Crypto is pretty much entirely a userspace operation - but one area where system interaction is vital is in the gathering of hard to guess data used to seed a cryptographically secure PRNG. This is, unfortunately, difficult to do well in most environments, because of course direct hardware access is restricted in any modern operating system, and above the hardware level a computer system is quite deterministic. On many older systems, the only recourse is to collect system statistics (for example using Win32's Tooltip API to grab heap statistics, or running programs like 'netstat' or 'who' on Unix and capturing the output), and hope there is not a local attacker who is capturing the same set of statistics and using it to guess the seed information that was collected.

To help make this process easier and safer for applications, the Linux kernel introduced /dev/random, which is a PRNG seeded with data like interrupt timings - data which is accessible to the kernel but not userspace. This concept of an OS provided RNG was quickly adopted by most other Unix systems like the BSDs and Solaris.

Botan uses /dev/random, among other sources, to provide seed information for a PRNG based on the HMAC-KDF design of Hugo Krawczyk. Before relying on Syllable's implemementation, I wanted to check out the code to be sure additional sources were not required (which, when porting to a completely new OS, typically means writing new code to access whatever system statistics information the OS might provide).

I am glad I did so, since it turns out that Syllable's kernel RNG is a MT13397 Mersenne twister.

A Mersenne twister is a fine random number generator for general use, with good statistical properties, but it is not a particularly good choice for cryptographic applications.

Most troubling is the implementation of seed(), which I have reproduced here:

 96 /* initializes state[N] with a seed */
 97 void seed(int32 s)
 98 {
 99     int j;
100     state[0]= s & 0xffffffffUL;
101     for (j=1; j<N; j++) {
102         state[j] = (1812433253UL * (state[j-1] ^ (state[j-1] >> 30)) + j);
103         /* See Knuth TAOCP Vol2. 3rd Ed. P.106 for multiplier. */
104         /* In the previous versions, MSBs of the seed affect   */
105         /* only MSBs of the array state[].                        */
106         /* 2002/01/09 modified by Makoto Matsumoto             */
107         state[j] &= 0xffffffffUL;  /* for >32 bit machines */
108     }
109     left = 1; initf = 1;
110 }

The array state is a 624 word array that contains the internal state of the twister. However, all of these words are overwritten on each call to seed, and thus only depends on the single 32-bit word which was last given as a seed value, plus the number of times the PRNG has been stepped since it was last seeded.

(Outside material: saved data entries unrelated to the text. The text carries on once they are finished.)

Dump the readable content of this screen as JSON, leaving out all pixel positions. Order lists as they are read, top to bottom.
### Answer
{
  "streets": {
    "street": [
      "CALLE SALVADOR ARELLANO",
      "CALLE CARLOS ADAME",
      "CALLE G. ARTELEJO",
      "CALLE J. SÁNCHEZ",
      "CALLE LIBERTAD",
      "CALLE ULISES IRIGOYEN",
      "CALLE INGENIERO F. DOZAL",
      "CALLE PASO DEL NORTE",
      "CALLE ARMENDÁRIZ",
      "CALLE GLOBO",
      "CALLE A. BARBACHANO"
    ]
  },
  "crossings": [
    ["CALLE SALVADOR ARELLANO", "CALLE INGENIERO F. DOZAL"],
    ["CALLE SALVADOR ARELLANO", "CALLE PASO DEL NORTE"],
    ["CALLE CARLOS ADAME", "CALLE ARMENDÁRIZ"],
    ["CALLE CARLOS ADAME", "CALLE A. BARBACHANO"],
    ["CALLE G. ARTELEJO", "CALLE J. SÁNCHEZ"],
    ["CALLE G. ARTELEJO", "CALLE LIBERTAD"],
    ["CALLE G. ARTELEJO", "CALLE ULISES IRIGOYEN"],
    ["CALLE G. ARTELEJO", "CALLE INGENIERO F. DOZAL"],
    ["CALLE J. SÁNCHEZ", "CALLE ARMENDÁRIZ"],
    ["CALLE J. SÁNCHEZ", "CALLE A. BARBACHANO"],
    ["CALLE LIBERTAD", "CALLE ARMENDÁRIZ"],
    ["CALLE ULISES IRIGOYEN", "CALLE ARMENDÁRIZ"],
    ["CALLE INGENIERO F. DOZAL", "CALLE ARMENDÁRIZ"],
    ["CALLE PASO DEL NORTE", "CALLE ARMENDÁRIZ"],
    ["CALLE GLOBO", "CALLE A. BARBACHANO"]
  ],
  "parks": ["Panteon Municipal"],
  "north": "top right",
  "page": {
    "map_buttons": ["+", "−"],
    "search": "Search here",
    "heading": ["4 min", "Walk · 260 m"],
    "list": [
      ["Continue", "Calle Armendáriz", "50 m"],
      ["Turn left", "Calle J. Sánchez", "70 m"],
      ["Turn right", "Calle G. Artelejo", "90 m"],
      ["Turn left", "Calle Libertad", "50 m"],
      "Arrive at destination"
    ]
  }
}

The device code that provides userspace access to the PRNG also does some pretty funky stuff:

26 static int random_read(void* node, void* cookie, \
                          off_t pos, void* buf, size_t length)
27 {
28   char* buffer = (char*)buf;
29   int i, j, k;
30
31   j = k = 0;
32
33   for( i = 0;  i < length;  i++ )
34   {
35           j = rand();
36
37           if( j != k )
38                   buffer[i] = j % 256;
39
40           k = j;
41   }
42
43   return( length );
44 }

Here rand() is a call that produces the next 32 bits of output from the twister. I'm not sure exactly about the logic on lines 37 and 38, but it appears the idea was to ensure that no two consecutive bytes have the same value. However this occurring is actually fine, and in a uniform random distribution of bytes one would expect to see it about .4% of the time. Instead, when this occurs, no value at all is written to that index in the output array, leaving it unaltered.

A (citation-less) sentence in the current version of the Wikipedia article on the Mersenne twister states that "Observing a sufficient number of iterates (624 in the case of MT19937) allows one to predict all future iterates". Since only the low 8 bits of each output are visible outside the kernel, it is not clear to me if this would allow a practical attack against Syllable's /dev/random or not.

There seem to be several ways this could be easily improved without an excessive amount of effort. Instead of wiping out the previous seed information, new calls to seed() should supplement the previously set seeds. Exchanging the twister for a cryptographically secure PRNG, even a relatively weak one like RC4 (discarding the first few thousand bytes of output to avoid the known statistical biases), would also seem to be a compelling win here.